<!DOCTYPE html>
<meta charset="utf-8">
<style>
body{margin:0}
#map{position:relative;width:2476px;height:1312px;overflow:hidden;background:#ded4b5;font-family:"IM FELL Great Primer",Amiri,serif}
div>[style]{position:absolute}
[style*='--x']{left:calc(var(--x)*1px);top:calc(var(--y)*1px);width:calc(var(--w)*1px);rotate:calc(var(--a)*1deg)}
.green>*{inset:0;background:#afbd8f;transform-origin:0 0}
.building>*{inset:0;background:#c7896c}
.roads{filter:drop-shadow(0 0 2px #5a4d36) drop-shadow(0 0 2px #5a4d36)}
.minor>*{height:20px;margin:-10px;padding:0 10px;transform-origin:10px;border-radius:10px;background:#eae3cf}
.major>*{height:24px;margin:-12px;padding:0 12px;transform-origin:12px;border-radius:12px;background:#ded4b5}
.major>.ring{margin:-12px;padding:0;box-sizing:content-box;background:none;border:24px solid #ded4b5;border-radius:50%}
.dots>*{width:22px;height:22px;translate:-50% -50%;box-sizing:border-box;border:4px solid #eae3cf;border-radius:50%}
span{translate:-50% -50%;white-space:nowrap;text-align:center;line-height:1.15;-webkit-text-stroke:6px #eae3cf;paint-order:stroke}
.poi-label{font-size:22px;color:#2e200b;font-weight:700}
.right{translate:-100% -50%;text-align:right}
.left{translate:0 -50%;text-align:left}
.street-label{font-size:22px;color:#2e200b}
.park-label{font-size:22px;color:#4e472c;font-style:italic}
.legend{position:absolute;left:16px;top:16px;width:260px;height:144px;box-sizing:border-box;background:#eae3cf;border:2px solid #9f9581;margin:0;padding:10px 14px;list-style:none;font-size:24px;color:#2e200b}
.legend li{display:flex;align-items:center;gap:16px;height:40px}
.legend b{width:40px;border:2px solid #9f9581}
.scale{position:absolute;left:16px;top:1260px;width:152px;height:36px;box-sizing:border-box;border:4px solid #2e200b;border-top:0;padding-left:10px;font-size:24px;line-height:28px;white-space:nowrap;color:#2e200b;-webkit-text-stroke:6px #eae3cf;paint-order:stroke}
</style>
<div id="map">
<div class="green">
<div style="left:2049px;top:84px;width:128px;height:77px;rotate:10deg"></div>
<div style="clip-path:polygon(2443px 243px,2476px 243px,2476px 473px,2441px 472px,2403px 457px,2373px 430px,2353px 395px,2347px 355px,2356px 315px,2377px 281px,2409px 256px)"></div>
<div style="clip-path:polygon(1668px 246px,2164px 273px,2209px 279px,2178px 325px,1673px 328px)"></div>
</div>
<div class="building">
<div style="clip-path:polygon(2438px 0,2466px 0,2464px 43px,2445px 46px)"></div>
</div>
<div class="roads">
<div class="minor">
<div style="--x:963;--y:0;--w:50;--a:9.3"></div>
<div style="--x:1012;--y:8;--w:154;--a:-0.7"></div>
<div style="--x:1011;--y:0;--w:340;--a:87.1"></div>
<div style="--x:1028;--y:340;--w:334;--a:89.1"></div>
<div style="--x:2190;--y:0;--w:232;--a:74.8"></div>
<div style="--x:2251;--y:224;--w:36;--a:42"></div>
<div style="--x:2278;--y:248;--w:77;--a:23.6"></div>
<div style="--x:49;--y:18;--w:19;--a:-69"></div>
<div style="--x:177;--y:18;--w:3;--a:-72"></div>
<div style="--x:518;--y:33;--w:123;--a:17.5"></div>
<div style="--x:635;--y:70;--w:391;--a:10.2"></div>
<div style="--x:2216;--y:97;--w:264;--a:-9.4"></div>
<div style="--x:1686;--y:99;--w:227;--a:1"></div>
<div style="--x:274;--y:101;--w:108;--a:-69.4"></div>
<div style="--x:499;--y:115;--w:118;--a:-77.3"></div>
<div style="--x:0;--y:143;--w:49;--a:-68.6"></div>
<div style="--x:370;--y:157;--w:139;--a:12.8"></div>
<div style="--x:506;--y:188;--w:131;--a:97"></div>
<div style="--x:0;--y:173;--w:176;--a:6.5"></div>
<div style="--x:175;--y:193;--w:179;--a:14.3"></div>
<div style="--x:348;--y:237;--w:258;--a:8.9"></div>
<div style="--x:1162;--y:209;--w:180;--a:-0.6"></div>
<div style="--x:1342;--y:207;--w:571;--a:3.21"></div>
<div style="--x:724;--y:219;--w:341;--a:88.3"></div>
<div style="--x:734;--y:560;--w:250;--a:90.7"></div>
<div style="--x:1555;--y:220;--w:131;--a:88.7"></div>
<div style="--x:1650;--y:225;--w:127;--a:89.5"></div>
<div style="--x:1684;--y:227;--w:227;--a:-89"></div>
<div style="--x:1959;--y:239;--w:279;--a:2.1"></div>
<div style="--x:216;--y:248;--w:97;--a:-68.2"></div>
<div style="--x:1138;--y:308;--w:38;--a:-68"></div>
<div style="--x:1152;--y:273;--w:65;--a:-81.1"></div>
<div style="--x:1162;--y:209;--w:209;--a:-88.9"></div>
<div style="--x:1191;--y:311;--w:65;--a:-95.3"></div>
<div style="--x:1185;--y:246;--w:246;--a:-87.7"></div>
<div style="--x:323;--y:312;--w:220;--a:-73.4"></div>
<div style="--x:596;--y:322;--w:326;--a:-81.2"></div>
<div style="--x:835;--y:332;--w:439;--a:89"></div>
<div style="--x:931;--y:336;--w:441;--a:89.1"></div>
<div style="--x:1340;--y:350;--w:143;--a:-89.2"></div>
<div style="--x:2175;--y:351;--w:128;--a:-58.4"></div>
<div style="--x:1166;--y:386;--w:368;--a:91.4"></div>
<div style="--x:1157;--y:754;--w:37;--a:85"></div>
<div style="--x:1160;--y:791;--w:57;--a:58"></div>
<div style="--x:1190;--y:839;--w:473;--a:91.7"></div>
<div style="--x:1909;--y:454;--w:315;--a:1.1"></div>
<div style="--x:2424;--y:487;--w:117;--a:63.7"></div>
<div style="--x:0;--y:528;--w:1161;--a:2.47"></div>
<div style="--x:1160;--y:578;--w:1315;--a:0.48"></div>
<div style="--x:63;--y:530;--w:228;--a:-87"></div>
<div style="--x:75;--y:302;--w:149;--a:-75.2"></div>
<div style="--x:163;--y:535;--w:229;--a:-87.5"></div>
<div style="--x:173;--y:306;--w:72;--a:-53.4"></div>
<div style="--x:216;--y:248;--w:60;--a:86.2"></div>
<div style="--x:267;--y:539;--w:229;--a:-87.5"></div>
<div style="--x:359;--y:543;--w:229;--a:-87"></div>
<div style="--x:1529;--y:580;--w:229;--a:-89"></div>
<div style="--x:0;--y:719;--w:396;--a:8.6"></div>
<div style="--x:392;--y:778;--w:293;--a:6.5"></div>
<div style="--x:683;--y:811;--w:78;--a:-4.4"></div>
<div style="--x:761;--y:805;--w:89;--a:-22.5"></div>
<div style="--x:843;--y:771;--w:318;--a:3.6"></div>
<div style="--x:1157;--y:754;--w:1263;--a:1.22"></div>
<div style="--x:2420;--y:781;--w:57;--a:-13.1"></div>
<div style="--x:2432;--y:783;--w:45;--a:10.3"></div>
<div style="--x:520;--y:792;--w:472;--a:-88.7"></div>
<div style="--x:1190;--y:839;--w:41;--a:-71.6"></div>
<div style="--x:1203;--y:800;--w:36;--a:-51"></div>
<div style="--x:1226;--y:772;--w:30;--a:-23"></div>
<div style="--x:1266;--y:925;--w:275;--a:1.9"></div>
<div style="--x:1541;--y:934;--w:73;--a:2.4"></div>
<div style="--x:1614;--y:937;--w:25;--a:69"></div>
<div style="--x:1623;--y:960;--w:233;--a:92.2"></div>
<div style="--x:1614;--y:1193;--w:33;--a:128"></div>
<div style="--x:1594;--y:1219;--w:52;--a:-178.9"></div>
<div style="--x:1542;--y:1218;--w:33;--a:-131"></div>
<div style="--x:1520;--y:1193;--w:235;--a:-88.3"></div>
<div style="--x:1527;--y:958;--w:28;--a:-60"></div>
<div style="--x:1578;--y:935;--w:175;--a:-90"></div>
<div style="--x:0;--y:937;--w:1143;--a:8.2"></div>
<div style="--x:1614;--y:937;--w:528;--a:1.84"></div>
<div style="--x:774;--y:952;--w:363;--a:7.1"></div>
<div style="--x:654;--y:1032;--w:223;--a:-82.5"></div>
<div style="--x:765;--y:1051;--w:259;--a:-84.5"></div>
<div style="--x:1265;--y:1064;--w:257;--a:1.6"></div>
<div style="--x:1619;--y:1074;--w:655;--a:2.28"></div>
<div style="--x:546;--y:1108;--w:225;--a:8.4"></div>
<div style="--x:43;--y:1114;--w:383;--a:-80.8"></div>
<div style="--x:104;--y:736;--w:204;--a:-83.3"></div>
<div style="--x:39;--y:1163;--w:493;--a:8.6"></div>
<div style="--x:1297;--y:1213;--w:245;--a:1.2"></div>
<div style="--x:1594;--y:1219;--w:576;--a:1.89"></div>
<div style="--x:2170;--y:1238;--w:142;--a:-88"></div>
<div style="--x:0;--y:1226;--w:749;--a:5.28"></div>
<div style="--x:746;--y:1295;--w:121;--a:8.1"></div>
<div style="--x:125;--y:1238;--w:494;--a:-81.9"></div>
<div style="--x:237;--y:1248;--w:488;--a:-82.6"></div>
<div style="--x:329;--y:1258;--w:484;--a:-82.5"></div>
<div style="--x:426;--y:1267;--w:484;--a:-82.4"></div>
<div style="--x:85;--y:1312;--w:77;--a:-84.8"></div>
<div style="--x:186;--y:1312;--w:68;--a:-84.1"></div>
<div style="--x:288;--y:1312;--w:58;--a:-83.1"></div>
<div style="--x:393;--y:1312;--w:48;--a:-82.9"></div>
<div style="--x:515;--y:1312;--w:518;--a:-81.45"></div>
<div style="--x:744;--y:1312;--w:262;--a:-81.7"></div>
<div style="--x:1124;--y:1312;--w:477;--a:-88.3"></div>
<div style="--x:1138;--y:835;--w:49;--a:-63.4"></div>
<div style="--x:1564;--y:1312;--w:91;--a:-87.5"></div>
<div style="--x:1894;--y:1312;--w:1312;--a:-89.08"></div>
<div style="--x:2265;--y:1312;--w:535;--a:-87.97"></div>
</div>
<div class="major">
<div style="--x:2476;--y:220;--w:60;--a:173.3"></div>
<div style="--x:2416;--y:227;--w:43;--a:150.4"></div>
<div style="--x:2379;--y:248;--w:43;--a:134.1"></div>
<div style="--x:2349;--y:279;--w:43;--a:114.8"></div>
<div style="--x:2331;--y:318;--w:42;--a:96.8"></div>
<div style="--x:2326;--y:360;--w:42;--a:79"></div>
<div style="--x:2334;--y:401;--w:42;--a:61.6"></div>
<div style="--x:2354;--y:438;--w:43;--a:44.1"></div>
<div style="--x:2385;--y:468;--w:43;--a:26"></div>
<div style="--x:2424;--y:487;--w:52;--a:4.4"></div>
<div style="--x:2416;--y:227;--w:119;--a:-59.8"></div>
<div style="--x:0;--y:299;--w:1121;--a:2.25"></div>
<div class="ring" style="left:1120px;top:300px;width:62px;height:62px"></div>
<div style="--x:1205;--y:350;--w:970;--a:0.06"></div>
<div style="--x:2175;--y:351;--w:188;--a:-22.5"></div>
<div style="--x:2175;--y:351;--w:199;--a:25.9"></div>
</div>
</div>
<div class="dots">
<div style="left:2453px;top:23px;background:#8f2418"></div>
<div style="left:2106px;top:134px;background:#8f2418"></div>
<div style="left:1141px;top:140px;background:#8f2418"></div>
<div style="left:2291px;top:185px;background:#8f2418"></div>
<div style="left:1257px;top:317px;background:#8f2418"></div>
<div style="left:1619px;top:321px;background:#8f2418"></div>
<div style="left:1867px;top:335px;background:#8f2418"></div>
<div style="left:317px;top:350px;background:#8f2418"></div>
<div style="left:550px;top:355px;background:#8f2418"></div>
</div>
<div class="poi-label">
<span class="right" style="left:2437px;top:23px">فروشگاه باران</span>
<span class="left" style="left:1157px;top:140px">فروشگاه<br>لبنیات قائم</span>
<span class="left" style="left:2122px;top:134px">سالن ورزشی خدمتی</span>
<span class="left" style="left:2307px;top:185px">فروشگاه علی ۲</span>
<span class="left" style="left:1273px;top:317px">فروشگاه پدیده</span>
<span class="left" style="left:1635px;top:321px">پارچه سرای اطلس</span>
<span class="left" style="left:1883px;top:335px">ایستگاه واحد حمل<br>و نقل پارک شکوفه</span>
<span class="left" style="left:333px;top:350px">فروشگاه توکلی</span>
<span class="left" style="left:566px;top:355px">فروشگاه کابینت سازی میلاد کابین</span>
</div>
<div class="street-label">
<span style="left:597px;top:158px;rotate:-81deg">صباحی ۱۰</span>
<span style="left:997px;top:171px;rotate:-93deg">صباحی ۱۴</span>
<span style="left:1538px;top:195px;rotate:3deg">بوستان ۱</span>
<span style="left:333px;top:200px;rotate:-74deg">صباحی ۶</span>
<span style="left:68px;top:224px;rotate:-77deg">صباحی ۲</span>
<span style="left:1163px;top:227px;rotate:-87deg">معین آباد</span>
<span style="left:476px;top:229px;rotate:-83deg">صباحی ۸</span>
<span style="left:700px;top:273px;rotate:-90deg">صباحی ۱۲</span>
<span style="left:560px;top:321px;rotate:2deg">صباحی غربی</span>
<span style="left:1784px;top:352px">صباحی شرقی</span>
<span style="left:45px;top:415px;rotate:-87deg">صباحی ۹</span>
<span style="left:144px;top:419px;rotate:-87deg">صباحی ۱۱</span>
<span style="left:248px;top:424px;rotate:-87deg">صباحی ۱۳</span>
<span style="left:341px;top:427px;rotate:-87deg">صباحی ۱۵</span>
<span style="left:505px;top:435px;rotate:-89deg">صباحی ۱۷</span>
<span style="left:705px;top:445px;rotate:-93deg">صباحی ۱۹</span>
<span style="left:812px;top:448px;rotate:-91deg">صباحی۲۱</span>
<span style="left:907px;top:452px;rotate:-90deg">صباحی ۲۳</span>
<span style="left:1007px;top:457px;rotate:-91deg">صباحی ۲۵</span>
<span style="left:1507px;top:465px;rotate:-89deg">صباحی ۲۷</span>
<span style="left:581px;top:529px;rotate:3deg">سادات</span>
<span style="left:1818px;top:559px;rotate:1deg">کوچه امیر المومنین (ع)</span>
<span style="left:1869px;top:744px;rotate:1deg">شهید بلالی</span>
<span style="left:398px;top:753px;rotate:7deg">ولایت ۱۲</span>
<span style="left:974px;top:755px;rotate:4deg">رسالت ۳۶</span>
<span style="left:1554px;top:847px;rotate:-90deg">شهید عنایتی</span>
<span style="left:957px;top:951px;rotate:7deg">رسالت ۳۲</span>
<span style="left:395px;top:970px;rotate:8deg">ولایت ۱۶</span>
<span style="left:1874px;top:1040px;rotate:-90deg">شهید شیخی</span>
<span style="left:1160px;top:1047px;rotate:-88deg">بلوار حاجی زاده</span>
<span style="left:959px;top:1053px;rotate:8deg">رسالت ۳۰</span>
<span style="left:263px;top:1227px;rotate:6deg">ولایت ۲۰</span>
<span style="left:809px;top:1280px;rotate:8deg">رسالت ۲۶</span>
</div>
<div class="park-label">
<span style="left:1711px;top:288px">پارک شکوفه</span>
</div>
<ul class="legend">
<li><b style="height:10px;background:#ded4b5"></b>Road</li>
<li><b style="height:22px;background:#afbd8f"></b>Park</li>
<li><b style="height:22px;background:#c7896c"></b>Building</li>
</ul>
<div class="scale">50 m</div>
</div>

--------------------------------

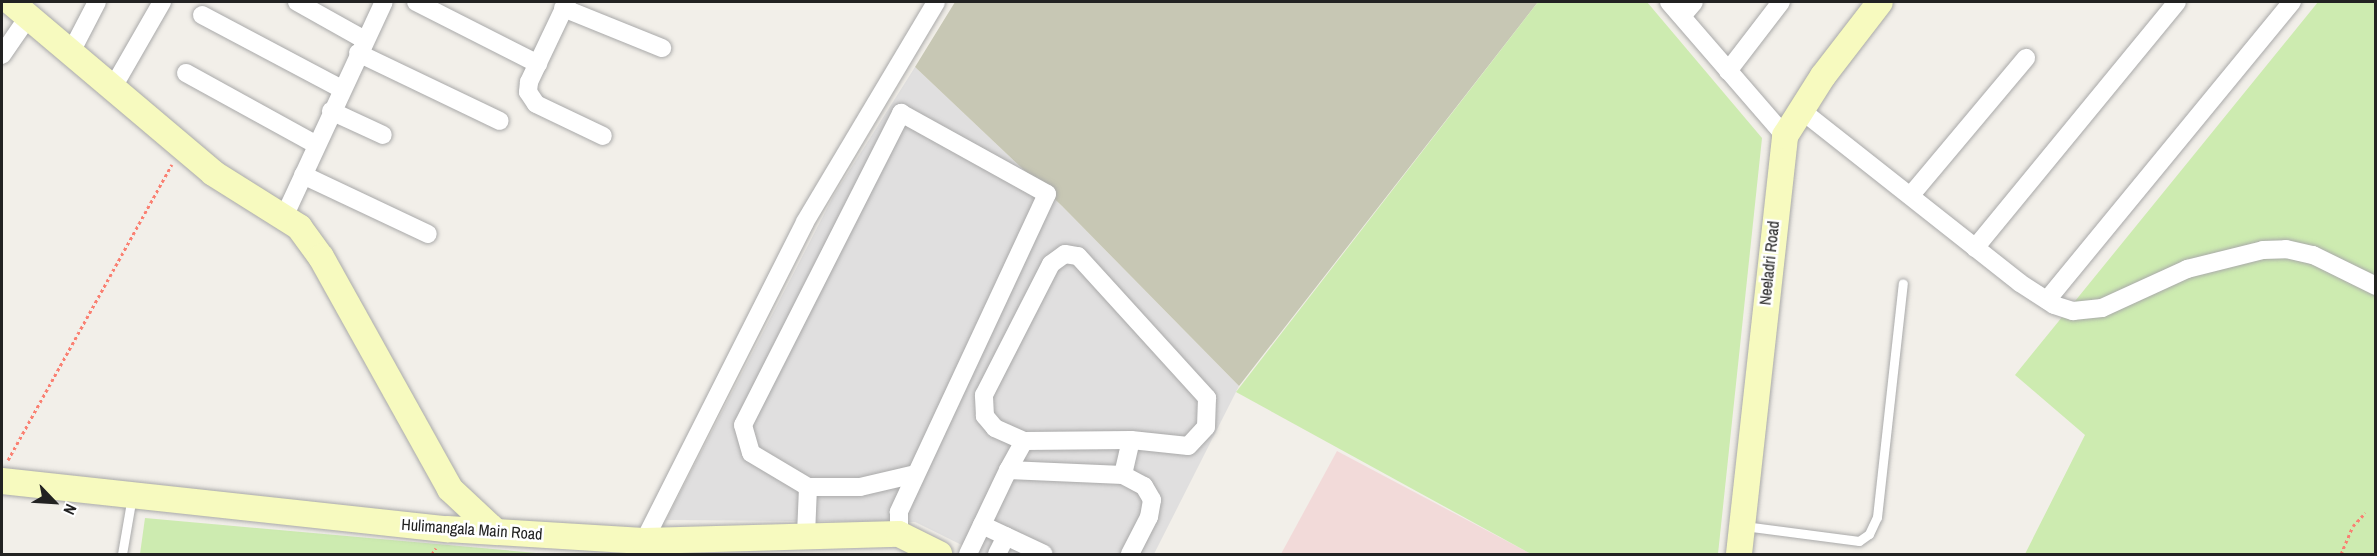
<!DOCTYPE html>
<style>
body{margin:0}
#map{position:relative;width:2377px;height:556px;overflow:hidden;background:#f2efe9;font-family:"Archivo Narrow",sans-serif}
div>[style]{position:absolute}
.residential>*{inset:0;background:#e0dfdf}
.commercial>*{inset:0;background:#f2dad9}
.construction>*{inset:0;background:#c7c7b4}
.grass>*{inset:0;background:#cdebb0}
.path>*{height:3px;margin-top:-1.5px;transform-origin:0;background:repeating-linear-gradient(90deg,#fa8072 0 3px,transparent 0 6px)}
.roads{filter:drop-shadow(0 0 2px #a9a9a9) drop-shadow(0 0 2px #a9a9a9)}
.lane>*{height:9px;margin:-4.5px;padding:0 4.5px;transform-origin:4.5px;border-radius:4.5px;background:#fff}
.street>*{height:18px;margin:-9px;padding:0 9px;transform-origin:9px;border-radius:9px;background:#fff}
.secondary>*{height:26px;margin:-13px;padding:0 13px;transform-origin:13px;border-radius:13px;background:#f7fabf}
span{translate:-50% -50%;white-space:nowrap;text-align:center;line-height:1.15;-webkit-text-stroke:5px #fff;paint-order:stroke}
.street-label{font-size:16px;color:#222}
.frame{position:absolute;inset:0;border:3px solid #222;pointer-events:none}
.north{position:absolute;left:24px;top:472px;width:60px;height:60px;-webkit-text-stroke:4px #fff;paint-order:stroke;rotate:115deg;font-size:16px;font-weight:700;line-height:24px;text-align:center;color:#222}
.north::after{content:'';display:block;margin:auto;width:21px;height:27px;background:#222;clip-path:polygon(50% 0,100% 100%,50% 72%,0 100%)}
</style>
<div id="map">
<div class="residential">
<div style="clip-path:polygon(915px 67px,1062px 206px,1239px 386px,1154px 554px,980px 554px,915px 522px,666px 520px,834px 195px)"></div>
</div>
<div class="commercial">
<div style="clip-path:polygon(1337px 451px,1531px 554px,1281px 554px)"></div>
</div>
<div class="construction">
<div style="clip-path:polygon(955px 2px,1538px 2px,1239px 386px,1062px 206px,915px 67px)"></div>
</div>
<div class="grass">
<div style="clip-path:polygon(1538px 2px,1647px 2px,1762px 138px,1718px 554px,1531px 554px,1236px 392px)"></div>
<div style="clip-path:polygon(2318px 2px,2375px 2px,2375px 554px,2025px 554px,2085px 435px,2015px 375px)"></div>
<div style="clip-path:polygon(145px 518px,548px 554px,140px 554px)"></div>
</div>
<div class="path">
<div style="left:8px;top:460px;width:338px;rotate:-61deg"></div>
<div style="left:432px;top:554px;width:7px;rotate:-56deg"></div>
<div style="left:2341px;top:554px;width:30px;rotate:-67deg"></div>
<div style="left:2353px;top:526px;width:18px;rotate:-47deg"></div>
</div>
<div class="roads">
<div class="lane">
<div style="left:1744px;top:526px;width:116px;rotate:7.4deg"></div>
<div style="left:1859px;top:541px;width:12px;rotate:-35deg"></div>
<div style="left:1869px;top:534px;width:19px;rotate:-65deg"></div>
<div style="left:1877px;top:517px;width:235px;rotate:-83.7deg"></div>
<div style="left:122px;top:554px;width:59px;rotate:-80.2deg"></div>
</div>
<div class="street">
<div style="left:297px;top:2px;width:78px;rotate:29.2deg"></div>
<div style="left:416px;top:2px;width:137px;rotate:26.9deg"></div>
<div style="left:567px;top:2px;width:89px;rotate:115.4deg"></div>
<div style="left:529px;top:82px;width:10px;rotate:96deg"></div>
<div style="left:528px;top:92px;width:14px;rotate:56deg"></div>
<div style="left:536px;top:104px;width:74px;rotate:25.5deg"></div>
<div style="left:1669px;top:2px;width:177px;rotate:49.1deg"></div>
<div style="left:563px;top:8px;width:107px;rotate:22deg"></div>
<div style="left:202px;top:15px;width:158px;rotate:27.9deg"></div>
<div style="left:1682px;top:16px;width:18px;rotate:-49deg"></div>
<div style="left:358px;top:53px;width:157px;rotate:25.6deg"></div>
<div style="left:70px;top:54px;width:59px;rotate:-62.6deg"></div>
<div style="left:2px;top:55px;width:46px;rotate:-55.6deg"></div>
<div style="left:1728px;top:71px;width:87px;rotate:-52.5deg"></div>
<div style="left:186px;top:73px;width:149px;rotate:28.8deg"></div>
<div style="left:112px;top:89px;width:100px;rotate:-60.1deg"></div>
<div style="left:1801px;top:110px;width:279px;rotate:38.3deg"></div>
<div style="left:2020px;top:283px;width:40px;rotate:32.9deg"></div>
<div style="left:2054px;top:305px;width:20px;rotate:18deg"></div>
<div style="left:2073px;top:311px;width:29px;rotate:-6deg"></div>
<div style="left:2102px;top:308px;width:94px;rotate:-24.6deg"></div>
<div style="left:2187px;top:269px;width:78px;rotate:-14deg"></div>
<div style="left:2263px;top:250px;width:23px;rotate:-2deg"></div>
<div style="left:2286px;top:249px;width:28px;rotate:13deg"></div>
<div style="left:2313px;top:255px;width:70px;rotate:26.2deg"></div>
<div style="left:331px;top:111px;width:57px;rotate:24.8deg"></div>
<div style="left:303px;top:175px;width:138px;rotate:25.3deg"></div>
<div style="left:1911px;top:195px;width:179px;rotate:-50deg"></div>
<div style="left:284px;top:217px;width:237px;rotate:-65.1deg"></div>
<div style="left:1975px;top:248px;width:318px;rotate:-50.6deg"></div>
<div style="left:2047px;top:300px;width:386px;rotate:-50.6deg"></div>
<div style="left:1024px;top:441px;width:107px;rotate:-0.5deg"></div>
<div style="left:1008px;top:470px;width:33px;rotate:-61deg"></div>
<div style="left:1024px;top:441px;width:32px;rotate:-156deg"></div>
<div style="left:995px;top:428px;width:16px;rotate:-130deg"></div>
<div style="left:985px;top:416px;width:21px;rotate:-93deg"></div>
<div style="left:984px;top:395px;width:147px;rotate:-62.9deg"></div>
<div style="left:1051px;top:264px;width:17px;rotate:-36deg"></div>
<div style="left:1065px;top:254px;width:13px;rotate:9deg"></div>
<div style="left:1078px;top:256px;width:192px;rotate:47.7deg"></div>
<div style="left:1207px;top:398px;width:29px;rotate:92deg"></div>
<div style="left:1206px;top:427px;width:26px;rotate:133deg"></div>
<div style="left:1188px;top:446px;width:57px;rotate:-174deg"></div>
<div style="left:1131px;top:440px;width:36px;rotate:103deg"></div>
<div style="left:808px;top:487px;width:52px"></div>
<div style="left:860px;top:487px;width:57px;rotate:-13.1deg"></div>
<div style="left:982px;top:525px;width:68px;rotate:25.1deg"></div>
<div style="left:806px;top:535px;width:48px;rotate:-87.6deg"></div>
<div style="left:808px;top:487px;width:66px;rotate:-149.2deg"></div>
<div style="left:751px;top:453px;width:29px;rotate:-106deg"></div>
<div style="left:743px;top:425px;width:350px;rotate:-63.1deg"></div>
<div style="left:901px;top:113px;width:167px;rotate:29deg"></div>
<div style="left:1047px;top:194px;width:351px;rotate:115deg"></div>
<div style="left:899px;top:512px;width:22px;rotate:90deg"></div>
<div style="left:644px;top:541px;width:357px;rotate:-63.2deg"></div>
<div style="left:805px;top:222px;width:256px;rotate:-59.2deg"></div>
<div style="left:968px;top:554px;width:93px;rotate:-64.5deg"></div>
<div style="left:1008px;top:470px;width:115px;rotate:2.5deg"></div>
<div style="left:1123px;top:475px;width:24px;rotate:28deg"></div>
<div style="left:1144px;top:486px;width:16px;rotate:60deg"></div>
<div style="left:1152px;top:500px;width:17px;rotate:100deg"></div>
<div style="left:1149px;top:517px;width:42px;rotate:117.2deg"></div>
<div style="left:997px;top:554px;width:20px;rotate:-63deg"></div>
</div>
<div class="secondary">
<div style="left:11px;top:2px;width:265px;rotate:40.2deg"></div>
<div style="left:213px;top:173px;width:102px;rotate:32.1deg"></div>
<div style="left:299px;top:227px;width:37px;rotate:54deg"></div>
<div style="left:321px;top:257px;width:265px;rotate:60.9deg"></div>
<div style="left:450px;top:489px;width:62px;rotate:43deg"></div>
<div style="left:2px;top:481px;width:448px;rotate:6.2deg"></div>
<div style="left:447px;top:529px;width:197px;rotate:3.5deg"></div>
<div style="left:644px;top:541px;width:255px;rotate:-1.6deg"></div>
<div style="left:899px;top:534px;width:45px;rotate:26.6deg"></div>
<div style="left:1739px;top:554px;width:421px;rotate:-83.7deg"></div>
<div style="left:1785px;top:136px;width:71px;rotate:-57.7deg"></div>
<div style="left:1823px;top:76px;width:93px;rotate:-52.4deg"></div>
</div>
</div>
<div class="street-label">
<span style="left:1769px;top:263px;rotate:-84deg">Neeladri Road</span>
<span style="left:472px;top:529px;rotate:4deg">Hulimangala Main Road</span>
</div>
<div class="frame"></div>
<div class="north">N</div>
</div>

--------------------------------

**Problem:**
The word "overflow" is the filter: copy every line of the listing above that contains it.

**Answer for this exercise:**
#map{position:relative;width:2476px;height:1312px;overflow:hidden;background:#ded4b5;font-family:"IM FELL Great Primer",Amiri,serif}
#map{position:relative;width:2377px;height:556px;overflow:hidden;background:#f2efe9;font-family:"Archivo Narrow",sans-serif}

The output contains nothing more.